## Your instructions:
Nothing in the data may be changed; retype all of it.

## Stored data entries:
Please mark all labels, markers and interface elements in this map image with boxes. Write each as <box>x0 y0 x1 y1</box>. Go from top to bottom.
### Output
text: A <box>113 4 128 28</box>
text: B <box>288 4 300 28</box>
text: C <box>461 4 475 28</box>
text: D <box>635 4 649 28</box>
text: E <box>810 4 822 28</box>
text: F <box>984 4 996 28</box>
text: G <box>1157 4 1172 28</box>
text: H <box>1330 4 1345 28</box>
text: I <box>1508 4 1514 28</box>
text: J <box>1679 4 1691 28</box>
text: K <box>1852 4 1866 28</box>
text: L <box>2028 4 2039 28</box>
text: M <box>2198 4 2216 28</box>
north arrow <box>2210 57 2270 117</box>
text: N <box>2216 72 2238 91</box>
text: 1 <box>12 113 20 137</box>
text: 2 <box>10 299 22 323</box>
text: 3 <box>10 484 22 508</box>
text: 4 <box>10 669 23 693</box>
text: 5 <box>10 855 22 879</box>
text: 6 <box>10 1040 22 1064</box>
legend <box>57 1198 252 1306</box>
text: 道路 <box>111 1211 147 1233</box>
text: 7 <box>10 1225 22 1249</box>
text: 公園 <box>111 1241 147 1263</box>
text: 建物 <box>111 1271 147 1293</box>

## Answer space:
Please mark all labels, markers and interface elements in this map image with boxes. Write each as <box>x0 y0 x1 y1</box>. Go from top to bottom.
### Output
text: A <box>113 4 128 28</box>
text: B <box>288 4 300 28</box>
text: C <box>461 4 475 28</box>
text: D <box>635 4 649 28</box>
text: E <box>810 4 822 28</box>
text: F <box>984 4 996 28</box>
text: G <box>1157 4 1172 28</box>
text: H <box>1330 4 1345 28</box>
text: I <box>1508 4 1514 28</box>
text: J <box>1679 4 1691 28</box>
text: K <box>1852 4 1866 28</box>
text: L <box>2028 4 2039 28</box>
text: M <box>2198 4 2216 28</box>
north arrow <box>2210 57 2270 117</box>
text: N <box>2216 72 2238 91</box>
text: 1 <box>12 113 20 137</box>
text: 2 <box>10 299 22 323</box>
text: 3 <box>10 484 22 508</box>
text: 4 <box>10 669 23 693</box>
text: 5 <box>10 855 22 879</box>
text: 6 <box>10 1040 22 1064</box>
legend <box>57 1198 252 1306</box>
text: 道路 <box>111 1211 147 1233</box>
text: 7 <box>10 1225 22 1249</box>
text: 公園 <box>111 1241 147 1263</box>
text: 建物 <box>111 1271 147 1293</box>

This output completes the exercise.